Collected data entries
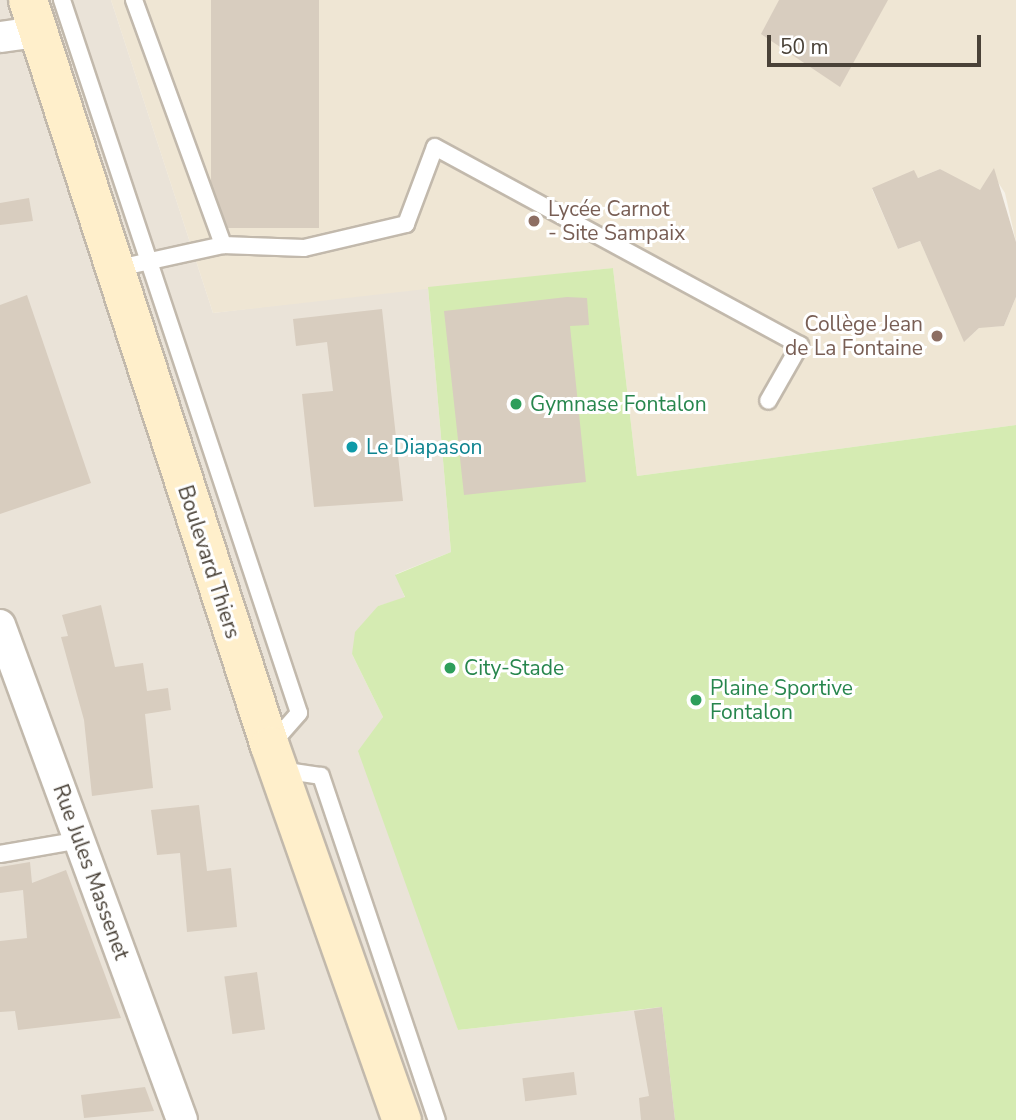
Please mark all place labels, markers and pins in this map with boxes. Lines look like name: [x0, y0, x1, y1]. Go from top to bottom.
place label: Lycée Carnot - Site Sampaix: [548, 196, 685, 246]
marker: Lycée Carnot - Site Sampaix: [526, 213, 542, 229]
place label: Collège Jean de La Fontaine: [785, 311, 923, 361]
marker: Collège Jean de La Fontaine: [929, 328, 945, 344]
place label: Gymnase Fontalon: [530, 391, 707, 417]
marker: Gymnase Fontalon: [508, 396, 524, 412]
place label: Le Diapason: [366, 434, 483, 460]
marker: Le Diapason: [344, 439, 360, 455]
place label: City-Stade: [464, 655, 564, 681]
marker: City-Stade: [442, 660, 458, 676]
place label: Plaine Sportive Fontalon: [710, 675, 853, 725]
marker: Plaine Sportive Fontalon: [688, 692, 704, 708]

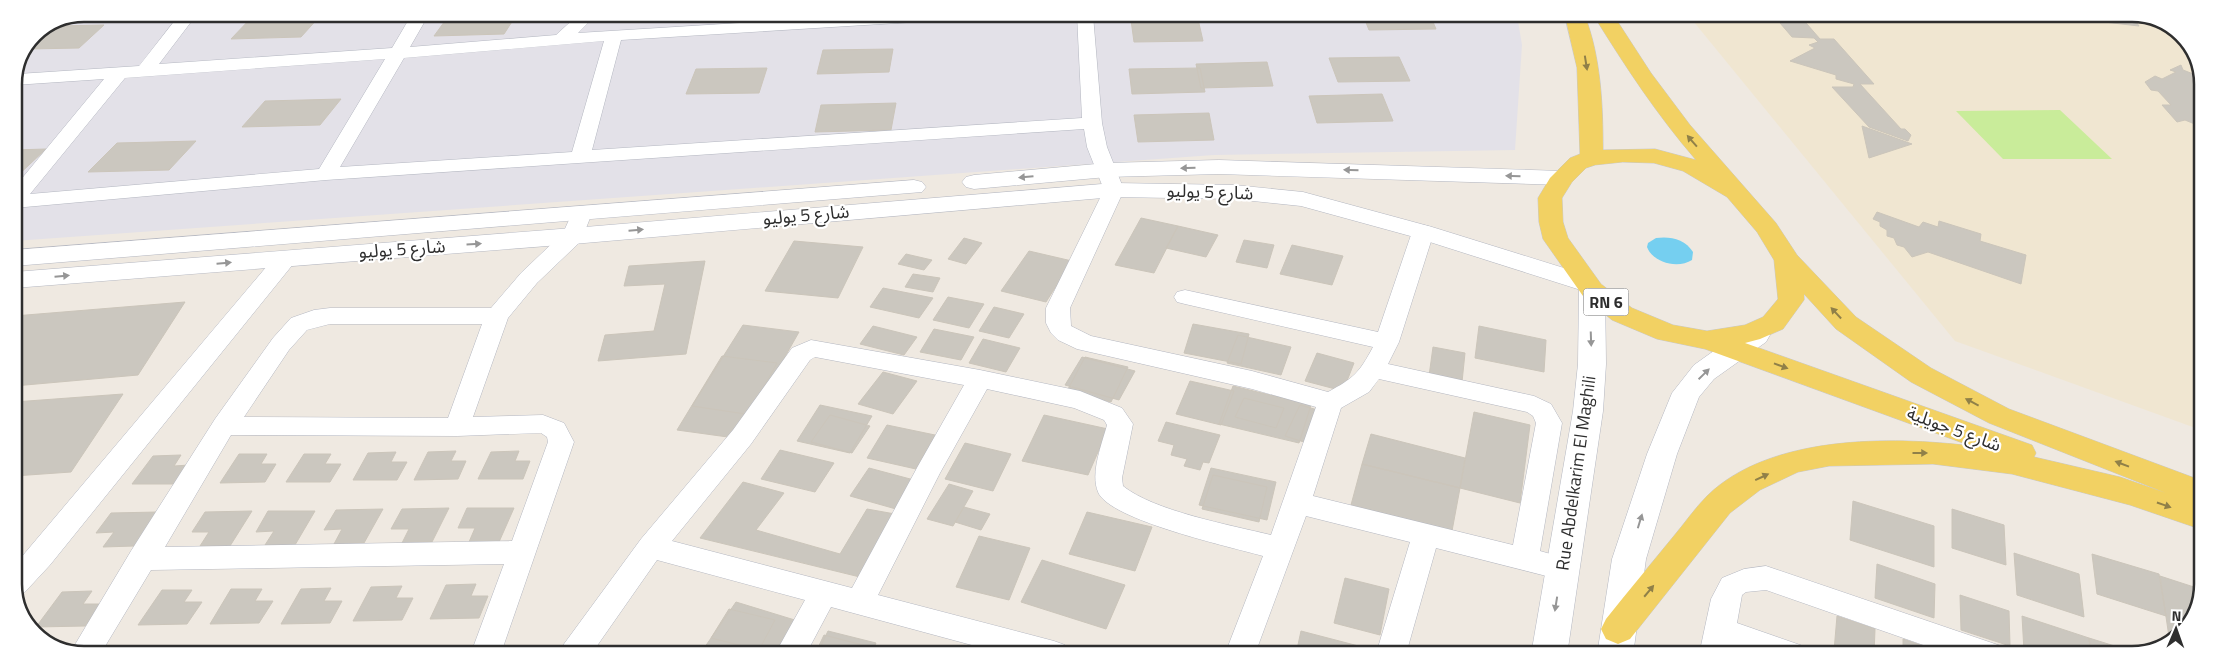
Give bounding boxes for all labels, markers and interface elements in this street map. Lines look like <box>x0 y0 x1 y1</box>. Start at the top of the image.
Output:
one-way arrow <box>1583 55 1591 71</box>
one-way arrow <box>1686 135 1697 148</box>
one-way arrow <box>1180 164 1196 172</box>
one-way arrow <box>1343 166 1359 174</box>
one-way arrow <box>1505 172 1521 180</box>
one-way arrow <box>1018 174 1034 182</box>
street label: شارع 5 يوليو <box>1166 176 1254 208</box>
street label: شارع 5 يوليو <box>762 197 850 233</box>
one-way arrow <box>628 226 644 234</box>
street label: شارع 5 يوليو <box>358 232 446 266</box>
one-way arrow <box>466 239 482 247</box>
one-way arrow <box>217 259 233 267</box>
one-way arrow <box>55 272 71 280</box>
road number: RN 6 <box>1584 288 1628 316</box>
one-way arrow <box>1830 308 1842 320</box>
one-way arrow <box>1587 331 1595 347</box>
one-way arrow <box>1774 363 1789 370</box>
one-way arrow <box>1697 368 1709 380</box>
street label: Rue Abdelkarim El Maghili <box>1548 374 1603 572</box>
one-way arrow <box>1964 398 1979 406</box>
street label: شارع 5 جويلية <box>1903 399 2005 459</box>
one-way arrow <box>1913 449 1929 457</box>
one-way arrow <box>2114 460 2129 468</box>
one-way arrow <box>1755 472 1769 480</box>
one-way arrow <box>2157 502 2172 509</box>
one-way arrow <box>1637 513 1645 528</box>
one-way arrow <box>1644 585 1655 598</box>
one-way arrow <box>1552 596 1560 612</box>
north arrow <box>2151 604 2201 654</box>
text: N <box>2171 605 2182 626</box>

§ **EXERCISE PROMPT**:
Give back each line above verbatim, dropping every picture.

§ **TASK OUTPUT**:
Please mark all place labels, markers and pins in this map with boxes. Lines look like name: [x0, y0, x1, y1]. Go from top to bottom.
place label: Lycée Carnot - Site Sampaix: [548, 196, 685, 246]
marker: Lycée Carnot - Site Sampaix: [526, 213, 542, 229]
place label: Collège Jean de La Fontaine: [785, 311, 923, 361]
marker: Collège Jean de La Fontaine: [929, 328, 945, 344]
place label: Gymnase Fontalon: [530, 391, 707, 417]
marker: Gymnase Fontalon: [508, 396, 524, 412]
place label: Le Diapason: [366, 434, 483, 460]
marker: Le Diapason: [344, 439, 360, 455]
place label: City-Stade: [464, 655, 564, 681]
marker: City-Stade: [442, 660, 458, 676]
place label: Plaine Sportive Fontalon: [710, 675, 853, 725]
marker: Plaine Sportive Fontalon: [688, 692, 704, 708]

Give bounding boxes for all labels, markers and interface elements in this street map. Lines look like <box>x0 y0 x1 y1</box>. Start at the top of the image.
Output:
one-way arrow <box>1583 55 1591 71</box>
one-way arrow <box>1686 135 1697 148</box>
one-way arrow <box>1180 164 1196 172</box>
one-way arrow <box>1343 166 1359 174</box>
one-way arrow <box>1505 172 1521 180</box>
one-way arrow <box>1018 174 1034 182</box>
street label: شارع 5 يوليو <box>1166 176 1254 208</box>
street label: شارع 5 يوليو <box>762 197 850 233</box>
one-way arrow <box>628 226 644 234</box>
street label: شارع 5 يوليو <box>358 232 446 266</box>
one-way arrow <box>466 239 482 247</box>
one-way arrow <box>217 259 233 267</box>
one-way arrow <box>55 272 71 280</box>
road number: RN 6 <box>1584 288 1628 316</box>
one-way arrow <box>1830 308 1842 320</box>
one-way arrow <box>1587 331 1595 347</box>
one-way arrow <box>1774 363 1789 370</box>
one-way arrow <box>1697 368 1709 380</box>
street label: Rue Abdelkarim El Maghili <box>1548 374 1603 572</box>
one-way arrow <box>1964 398 1979 406</box>
street label: شارع 5 جويلية <box>1903 399 2005 459</box>
one-way arrow <box>1913 449 1929 457</box>
one-way arrow <box>2114 460 2129 468</box>
one-way arrow <box>1755 472 1769 480</box>
one-way arrow <box>2157 502 2172 509</box>
one-way arrow <box>1637 513 1645 528</box>
one-way arrow <box>1644 585 1655 598</box>
one-way arrow <box>1552 596 1560 612</box>
north arrow <box>2151 604 2201 654</box>
text: N <box>2171 605 2182 626</box>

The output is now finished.